When we finally reached Shirts Lake (so named because, viewed from the peaks above, it resembled a shirttail), I wanted to eat and take a nap, and when I opened my pack to pop a couple of the twelve root beers I'd packed and crack open a package of chocolate-covered graham crackers, I was nearly beaten to death. Did I know how much twelve bottles of root beer weighed? And if I didn't know I wasn't supposed to bring them, why did I wrap them individually so they wouldn't clank together? Good questions, again no answer required.

The rainbow trout in Shirts Lake were known to jump out of the lake into your pockets. You could walk across Shirts Lake on the backs of rainbow trout, they were so plentiful. They were so crowded they'd gut themselves if you'd promise to take them out and eat them. A half hour into our first fishing session, the Bilbaos, the Hirais, and my brother all had their limits. I had zero fish. As crowded as they were, as overpopulated as was their homeland, not one was willing to suffer the humiliation of being caught by a whiny dweeb in a coonskin cap with root beer on his breath who couldn't get his hook in the water because it became hopelessly entangled in the bushes behind him. My temper caused me to jerk on the pole with all my might while loudly assailing the nature of Nature at the top of my lungs, leaving hook, line, and sinkers dangling from the bush. That same temper
forced
me to kick my creel into the water, losing all my extra equipment and bait.

The guys went back to camp to clean the fish and prepare the fire for lunch. Part of the frontier theme of this outing was to live off the land and water, so I stayed on the shore, casting the line Chuck Spence had disgustedly untangled for me. Still no fish ventured toward my hook.

Finally Chuck came back down to where I was fishing. “I'll be dogged,” he said. “I've never seen
anyone
fish this lake as long
as you have without even a bite. What are you using for bait?”

“Brrres,” I mumbled.

“You should be using salmon eggs. Burrs?”

“Yeah, something like that.”

“I've never heard of that. Reel 'er in. Let me see.”

“It's okay. I think I just got a bite.”

“Reel 'er in.”

I reeled her in, bringing my bait into sight. Three green berries.

“What the hell are those?”

“Brrres,” I mumbled again.

“Berries,” he said. “Where did you get them?”

I pointed to a bush behind us. “Off that salmon-egg bush,” I said.

Chuck Spence was a man of great patience. He and my father were friends. His wife and my mother were friends. We had all been known to have Thanksgiving dinners together. It would not have been advisable for him to do what his expression told me he wanted to do. “I'll make you a deal,” he said, his voice pinched. “Lose the coonskin cap, and I'll catch your meals for you.” He went on to suspend all frontiersman requisites for me, in order that the rest of our group could enjoy their camping trip.

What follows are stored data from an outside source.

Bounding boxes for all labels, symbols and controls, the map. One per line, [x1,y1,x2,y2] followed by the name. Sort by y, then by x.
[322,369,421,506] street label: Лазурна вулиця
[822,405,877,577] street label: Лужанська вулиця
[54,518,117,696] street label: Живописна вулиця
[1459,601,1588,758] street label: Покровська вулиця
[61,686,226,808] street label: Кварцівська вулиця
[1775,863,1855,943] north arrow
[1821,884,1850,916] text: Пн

That night a huge grizzly bear mauled me in my sleeping
bag. He lumbered right into the camp and picked me out like some kind of human candy bar. When he was finished, I was breathing through the sucking holes in my chest. I'd been huddled at the bottom of my bag, and initially when I felt his claws, I tried to scream, but no sounds would come out. No sound at all. At least in the dream. In reality, I screamed loud enough to send the packhorse fleeing back down the mountain.

I slept next to Chuck for the rest of the night, and the next day when he hiked back down the mountain to retrieve the horse, he took me with him and came back with only the horse. There would be no heroic
Field and Stream
stories passing through the Spence household to the ears of the fine pianist Paula Whitson, the coonskin cap was history, and my craggy face continued to be wasted on the body of a total wimp.

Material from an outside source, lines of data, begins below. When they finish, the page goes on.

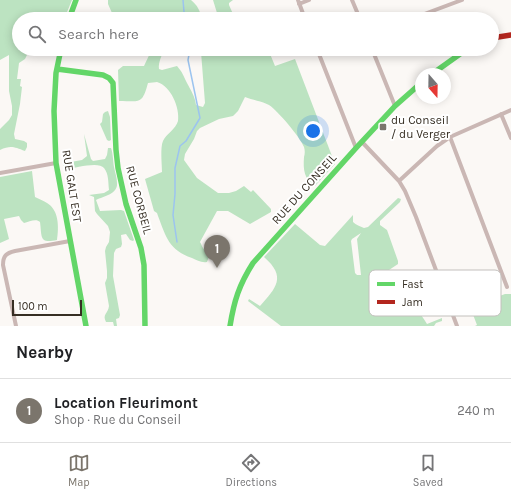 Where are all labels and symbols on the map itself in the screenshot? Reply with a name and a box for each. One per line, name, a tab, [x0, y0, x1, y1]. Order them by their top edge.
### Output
north arrow	[415, 68, 451, 104]
place label: du Conseil / du Verger	[391, 113, 451, 141]
your location	[303, 121, 323, 141]
marker: du Conseil / du Verger	[378, 122, 388, 132]
street label: RUE GALT EST	[59, 149, 85, 223]
street label: RUE DU CONSEIL	[269, 151, 339, 227]
street label: RUE CORBEIL	[123, 164, 155, 236]
pin: 1	[204, 235, 230, 268]
legend	[369, 270, 501, 316]
text: Fast	[402, 278, 423, 291]
text: Jam	[402, 296, 423, 309]
scale bar	[12, 298, 82, 317]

It turned out, as I discovered later, that Chuck Spence had been a soft kid himself, and he believed any kid could be hardened into a marine with patience and understanding. So just before Thanksgiving, he included me when he announced that the entire scout troop would be going on a winter overnight during the week between Christmas and New Year's. At the meeting he listed the winter gear required, then took us through the scout survival manual paragraph by paragraph. His most oft-uttered statement was, “Are you listening, Chris?”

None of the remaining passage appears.